Even better. Realize that 1log1 + 2log2 + 4log4 + 8log8 + ... + nlogn is O(nlogn), thus your solution is O(nlogn).

Can you please explain, why is this formula correct? Something is very wrong about it.

N + N/2 + N/4 + N/8 + N/16 + ... converges to 2N

Well, yeah, this one is true, but the formula must be $$$\sum_{i=1}^n n/i\cdot i \cdot log(i)$$$ for all powers of two which is $$$O(n\cdot log^2)$$$. You can even apply master theorem here $$$f(n)=2f(n/2)+O(nlog) = O(n\cdot log^2)$$$

No, it's simple. All logs in that sum are at most $$$\log N$$$, so you can estimate that it's $$$\le 1 \log N + 2 \log N + 4\log N + \ldots + (N/2) \log N + N \log N$$$ $$$= \log N (1 + 2 + 4 + \ldots + N/2 + N)$$$.

But it's not $$$1+2+4+...+n$$$, because our sum is $$$\sum n/i \cdot i \cdot log(i) = n \sum log(i) \geq n \cdot (log(n)/2)^2$$$

What do the terms in that sum correspond to? It clearly can't be computing $$$2^1, 2^2, 2^3, \ldots$$$ step by step because each term is at least $$$O(N)$$$.
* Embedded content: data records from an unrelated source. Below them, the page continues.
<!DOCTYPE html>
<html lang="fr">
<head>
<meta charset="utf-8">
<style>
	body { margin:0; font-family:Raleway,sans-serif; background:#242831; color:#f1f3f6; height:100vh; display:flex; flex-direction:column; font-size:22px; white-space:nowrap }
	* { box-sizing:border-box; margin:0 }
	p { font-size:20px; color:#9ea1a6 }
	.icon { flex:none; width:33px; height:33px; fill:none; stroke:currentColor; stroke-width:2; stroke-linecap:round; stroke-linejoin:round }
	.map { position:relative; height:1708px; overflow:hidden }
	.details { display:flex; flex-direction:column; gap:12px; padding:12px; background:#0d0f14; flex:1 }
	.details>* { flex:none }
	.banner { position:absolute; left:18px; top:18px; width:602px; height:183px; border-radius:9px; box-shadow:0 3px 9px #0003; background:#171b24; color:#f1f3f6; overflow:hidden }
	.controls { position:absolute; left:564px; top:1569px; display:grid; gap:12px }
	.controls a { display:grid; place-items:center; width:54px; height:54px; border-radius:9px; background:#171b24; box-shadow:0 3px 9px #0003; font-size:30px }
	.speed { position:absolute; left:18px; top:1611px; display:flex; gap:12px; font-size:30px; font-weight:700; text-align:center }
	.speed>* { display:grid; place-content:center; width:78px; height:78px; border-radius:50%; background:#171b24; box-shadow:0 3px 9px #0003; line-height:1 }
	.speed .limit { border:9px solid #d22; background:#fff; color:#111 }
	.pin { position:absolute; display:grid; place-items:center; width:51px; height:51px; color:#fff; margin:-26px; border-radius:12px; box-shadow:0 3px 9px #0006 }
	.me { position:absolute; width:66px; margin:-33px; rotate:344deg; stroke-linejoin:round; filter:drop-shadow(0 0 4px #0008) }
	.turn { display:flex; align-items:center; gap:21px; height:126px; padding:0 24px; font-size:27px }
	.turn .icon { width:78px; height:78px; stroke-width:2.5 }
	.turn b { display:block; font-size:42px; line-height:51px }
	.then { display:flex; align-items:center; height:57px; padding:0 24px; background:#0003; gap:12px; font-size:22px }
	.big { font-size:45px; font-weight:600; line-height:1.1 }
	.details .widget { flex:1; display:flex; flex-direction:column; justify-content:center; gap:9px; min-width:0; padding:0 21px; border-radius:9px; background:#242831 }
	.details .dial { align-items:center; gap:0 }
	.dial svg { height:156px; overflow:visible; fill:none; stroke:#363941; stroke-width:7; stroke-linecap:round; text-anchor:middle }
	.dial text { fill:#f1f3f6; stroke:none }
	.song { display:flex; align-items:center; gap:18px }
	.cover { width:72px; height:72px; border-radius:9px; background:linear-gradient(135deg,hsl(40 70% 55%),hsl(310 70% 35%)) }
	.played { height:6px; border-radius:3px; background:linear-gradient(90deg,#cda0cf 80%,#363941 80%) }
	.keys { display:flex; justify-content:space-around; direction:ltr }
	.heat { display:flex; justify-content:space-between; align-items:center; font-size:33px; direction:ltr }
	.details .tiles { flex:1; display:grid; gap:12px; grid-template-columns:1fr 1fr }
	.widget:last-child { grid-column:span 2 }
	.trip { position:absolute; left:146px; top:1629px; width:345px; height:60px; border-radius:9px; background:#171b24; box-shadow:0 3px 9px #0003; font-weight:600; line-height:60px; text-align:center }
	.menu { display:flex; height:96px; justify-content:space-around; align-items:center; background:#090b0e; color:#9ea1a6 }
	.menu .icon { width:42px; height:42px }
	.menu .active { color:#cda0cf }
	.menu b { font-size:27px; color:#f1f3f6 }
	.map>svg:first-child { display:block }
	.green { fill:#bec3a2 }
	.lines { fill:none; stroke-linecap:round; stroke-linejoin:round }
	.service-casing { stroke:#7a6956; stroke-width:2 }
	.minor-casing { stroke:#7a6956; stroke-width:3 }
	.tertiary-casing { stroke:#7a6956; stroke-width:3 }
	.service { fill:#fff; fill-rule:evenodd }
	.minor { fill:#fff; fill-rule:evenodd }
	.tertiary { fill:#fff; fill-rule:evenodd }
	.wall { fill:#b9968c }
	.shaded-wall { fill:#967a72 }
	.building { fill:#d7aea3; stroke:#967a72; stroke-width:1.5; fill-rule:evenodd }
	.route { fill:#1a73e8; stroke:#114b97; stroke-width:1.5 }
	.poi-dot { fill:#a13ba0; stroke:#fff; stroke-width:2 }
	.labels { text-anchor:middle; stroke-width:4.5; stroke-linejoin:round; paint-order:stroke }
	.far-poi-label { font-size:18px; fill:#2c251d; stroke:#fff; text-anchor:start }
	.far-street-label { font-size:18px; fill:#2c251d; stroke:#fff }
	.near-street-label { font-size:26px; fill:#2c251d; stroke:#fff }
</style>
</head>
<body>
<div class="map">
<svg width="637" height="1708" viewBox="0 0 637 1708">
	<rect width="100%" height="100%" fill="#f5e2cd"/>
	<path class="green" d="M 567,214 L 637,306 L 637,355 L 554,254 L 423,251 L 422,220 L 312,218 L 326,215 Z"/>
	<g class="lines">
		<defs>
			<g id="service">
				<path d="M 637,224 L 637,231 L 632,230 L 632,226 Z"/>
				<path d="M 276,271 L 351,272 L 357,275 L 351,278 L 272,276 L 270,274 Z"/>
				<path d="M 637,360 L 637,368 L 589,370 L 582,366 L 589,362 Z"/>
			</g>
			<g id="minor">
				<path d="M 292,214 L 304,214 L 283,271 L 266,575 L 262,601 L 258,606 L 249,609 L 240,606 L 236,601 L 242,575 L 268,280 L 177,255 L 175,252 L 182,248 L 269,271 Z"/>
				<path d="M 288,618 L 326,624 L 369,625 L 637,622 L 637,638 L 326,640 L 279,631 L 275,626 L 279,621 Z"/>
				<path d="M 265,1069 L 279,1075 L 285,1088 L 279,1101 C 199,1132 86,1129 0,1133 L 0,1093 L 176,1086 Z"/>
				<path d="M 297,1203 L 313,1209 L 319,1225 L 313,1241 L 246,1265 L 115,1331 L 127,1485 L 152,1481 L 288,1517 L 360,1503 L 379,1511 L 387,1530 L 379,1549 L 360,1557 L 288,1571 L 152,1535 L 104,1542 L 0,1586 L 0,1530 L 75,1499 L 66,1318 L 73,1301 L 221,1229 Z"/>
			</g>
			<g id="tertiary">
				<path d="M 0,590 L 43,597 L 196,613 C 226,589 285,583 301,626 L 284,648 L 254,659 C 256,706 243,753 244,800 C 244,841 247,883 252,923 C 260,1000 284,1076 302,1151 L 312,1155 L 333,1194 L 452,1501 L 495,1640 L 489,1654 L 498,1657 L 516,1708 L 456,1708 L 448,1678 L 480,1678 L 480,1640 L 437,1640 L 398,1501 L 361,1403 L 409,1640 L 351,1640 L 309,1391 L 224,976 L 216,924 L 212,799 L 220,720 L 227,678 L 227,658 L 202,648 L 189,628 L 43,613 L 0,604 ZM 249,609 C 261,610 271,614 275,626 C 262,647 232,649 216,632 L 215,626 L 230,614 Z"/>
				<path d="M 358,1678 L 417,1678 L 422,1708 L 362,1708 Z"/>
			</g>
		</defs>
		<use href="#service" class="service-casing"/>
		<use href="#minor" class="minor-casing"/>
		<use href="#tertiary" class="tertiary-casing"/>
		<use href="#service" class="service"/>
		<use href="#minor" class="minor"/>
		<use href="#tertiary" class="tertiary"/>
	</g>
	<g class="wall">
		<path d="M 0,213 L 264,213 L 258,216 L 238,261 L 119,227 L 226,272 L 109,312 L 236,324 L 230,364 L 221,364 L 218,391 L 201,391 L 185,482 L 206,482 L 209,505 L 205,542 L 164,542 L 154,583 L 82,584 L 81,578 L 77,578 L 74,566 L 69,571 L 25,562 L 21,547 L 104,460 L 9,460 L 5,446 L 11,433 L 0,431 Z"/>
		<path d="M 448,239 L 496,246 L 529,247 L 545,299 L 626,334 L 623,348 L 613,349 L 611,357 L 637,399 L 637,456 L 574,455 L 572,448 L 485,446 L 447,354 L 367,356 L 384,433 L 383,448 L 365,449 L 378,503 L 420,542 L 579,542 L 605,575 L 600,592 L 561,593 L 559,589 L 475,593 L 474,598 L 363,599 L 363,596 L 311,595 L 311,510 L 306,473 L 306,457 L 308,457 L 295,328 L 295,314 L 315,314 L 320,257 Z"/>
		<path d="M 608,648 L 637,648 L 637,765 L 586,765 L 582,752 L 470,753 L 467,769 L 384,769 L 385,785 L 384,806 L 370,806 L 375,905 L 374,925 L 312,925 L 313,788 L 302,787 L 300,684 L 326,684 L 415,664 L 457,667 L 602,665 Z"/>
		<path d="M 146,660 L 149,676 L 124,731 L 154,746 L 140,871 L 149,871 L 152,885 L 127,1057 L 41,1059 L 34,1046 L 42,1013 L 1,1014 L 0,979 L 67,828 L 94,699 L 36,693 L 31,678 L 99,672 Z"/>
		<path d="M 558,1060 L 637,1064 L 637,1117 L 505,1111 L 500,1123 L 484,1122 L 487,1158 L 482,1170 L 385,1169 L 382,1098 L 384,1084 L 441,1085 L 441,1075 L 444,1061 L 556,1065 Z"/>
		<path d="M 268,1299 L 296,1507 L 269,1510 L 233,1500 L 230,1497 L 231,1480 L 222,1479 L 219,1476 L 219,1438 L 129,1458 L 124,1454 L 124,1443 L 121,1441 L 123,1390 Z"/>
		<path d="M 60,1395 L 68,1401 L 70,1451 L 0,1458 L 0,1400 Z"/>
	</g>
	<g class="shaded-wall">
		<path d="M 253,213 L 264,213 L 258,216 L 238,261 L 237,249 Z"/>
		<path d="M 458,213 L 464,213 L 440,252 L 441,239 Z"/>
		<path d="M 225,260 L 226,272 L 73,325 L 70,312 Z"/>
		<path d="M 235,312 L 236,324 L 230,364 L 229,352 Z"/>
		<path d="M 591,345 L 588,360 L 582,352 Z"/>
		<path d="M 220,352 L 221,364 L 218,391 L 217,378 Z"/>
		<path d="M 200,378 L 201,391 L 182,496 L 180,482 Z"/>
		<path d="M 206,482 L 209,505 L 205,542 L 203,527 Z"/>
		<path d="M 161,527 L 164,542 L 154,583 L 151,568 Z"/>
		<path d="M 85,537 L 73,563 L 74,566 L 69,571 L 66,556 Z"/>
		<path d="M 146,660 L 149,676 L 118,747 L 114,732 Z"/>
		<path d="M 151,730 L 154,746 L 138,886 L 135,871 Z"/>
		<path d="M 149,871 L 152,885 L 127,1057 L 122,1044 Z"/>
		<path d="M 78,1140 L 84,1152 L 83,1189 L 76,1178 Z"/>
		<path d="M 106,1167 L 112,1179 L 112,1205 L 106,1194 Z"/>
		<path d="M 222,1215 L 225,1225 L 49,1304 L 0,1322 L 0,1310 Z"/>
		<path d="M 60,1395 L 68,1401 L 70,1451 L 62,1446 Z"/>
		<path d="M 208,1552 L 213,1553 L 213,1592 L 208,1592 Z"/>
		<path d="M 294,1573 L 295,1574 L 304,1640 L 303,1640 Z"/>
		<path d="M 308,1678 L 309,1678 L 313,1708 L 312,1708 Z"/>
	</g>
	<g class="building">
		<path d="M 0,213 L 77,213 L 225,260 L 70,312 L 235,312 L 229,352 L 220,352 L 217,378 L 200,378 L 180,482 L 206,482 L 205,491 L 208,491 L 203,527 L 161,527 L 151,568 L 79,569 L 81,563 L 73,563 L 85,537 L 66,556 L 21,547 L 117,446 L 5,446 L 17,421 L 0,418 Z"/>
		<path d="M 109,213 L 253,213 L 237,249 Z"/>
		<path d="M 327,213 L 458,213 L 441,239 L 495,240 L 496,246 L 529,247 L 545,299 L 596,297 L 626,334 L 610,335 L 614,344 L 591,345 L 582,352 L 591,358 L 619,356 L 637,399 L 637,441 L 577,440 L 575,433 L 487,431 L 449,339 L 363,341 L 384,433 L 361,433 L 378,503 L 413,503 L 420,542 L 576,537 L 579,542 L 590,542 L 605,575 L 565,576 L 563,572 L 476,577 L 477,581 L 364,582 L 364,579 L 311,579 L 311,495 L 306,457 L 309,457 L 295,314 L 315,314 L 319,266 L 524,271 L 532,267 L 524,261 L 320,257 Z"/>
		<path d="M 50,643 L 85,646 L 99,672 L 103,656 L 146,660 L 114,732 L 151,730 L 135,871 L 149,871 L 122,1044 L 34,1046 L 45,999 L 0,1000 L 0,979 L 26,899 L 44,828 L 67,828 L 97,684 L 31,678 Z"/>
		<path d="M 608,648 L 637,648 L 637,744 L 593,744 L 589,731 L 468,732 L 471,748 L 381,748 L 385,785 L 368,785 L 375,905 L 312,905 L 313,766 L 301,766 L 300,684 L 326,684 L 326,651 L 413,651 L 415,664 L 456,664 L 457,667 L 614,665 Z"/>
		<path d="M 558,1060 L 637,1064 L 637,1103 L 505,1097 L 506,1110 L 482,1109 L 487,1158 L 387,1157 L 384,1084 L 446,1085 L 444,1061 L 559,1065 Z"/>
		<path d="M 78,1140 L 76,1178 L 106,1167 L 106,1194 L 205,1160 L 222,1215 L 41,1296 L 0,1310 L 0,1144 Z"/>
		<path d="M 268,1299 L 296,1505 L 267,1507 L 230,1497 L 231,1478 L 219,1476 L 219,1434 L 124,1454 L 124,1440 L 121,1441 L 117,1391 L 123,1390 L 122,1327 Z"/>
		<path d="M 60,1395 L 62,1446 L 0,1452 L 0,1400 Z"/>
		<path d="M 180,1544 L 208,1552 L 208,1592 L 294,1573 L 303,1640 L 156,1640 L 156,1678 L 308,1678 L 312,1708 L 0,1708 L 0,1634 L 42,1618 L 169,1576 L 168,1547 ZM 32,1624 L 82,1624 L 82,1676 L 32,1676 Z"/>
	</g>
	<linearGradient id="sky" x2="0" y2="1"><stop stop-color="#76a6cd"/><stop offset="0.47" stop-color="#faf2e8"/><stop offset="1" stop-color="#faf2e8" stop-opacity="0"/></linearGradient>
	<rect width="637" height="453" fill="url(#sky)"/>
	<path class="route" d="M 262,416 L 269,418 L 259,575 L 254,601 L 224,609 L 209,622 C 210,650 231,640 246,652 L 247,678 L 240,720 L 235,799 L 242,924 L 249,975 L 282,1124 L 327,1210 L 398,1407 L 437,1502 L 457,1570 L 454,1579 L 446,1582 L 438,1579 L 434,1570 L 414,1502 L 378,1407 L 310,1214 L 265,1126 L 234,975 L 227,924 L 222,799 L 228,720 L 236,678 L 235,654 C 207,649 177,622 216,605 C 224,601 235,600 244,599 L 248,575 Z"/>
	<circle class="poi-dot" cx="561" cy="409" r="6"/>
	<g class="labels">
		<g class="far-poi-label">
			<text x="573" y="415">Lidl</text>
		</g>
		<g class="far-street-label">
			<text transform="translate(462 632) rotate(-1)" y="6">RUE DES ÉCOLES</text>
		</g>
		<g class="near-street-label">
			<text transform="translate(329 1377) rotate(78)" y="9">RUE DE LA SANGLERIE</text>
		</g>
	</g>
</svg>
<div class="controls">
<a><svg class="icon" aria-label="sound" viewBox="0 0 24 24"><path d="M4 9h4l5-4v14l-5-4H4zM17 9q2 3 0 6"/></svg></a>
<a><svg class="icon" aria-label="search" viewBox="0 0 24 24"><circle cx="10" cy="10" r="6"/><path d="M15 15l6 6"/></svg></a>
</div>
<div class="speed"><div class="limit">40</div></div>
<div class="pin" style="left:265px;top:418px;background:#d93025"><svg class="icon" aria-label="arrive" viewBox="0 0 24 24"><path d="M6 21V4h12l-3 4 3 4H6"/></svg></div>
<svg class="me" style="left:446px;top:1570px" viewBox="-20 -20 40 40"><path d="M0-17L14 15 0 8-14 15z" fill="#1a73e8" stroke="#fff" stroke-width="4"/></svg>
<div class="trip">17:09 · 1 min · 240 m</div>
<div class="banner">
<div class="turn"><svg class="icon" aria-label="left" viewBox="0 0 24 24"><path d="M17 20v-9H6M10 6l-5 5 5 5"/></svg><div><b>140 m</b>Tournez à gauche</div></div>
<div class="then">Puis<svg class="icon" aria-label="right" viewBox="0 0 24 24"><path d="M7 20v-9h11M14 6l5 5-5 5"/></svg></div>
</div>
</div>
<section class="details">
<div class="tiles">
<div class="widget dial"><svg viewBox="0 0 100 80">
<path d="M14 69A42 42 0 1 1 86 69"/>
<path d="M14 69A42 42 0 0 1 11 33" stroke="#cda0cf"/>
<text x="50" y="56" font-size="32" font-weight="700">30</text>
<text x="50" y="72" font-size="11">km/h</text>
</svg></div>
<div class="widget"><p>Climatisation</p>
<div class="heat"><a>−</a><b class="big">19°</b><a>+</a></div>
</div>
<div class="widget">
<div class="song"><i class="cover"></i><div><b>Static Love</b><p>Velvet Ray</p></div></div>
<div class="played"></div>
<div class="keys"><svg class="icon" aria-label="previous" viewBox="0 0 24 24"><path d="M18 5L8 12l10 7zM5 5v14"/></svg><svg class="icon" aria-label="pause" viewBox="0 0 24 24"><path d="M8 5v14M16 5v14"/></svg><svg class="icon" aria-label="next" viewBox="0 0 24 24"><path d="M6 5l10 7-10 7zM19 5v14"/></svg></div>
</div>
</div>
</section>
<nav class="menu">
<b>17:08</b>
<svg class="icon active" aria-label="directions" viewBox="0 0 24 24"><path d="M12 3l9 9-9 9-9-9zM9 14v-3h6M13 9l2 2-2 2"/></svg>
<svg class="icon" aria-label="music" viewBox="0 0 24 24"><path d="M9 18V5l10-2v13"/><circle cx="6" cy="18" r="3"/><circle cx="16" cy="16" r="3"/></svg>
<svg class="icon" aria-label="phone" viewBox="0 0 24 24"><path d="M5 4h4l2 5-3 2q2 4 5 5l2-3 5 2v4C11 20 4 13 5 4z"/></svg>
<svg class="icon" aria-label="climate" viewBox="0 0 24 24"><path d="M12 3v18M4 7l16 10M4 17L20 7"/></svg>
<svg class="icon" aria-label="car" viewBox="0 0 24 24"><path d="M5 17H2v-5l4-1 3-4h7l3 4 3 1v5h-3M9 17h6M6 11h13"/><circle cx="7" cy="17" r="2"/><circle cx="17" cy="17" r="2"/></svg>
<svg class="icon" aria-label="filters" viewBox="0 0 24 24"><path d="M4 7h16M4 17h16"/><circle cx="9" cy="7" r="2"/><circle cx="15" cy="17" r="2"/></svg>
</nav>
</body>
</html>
My algorithm is a little different from binary exponentiation. It can multiply any $$$n$$$ short numbers, so it takes $$$nlog^2$$$. And yes, binary exponentiation will take exactly $$$nlog$$$ time.

Ok, so now you know that multiplying many small numbers isn't a great idea.

You don't need to do two recursive calls to do binary exponentiation.

Using your logic plain binary exponentiation works in $$$f(n)=2f(n/2)+O(1)=O(n)$$$

Wait, that's illegal.

How is it possible you can multiply two numbers of length $$$n/2$$$ in $$$O(1)$$$. I think the reccurence must be $$$f(n)=f(n/2)+O(nlog) = O(nlog)$$$.

or just do plain of iterative exp

both of these are exactly the recurrence you said.

Tell your prof that in base 2 the sum of the digits is just 1

Your answer seems so straight forward that I spent few minutes thinking how to compute sum of digits mod 2, just to realize that you mean't sum of digits when the number is itself in base 2 :facepalm:

Is it any easy way to compute sum of digits mod 2?

interesting, i like your prof

you can do the computation in strings then finally add the result

Hey why the downvotes? This a totally valid solution since the question didn't specify required complexity or time limit.

Do we need to specify every time that time limit is smaller than a few hours?

"This a totally valid solution" — excuse me, but where do you see a solution here? Information of how to store the digits doesn't seem to me like a totally valid solution :).

Lol he suggested manually calculating it with biginteger strings, which, while dumb,

isa solution.actually yes it tried to do it and it gives tle.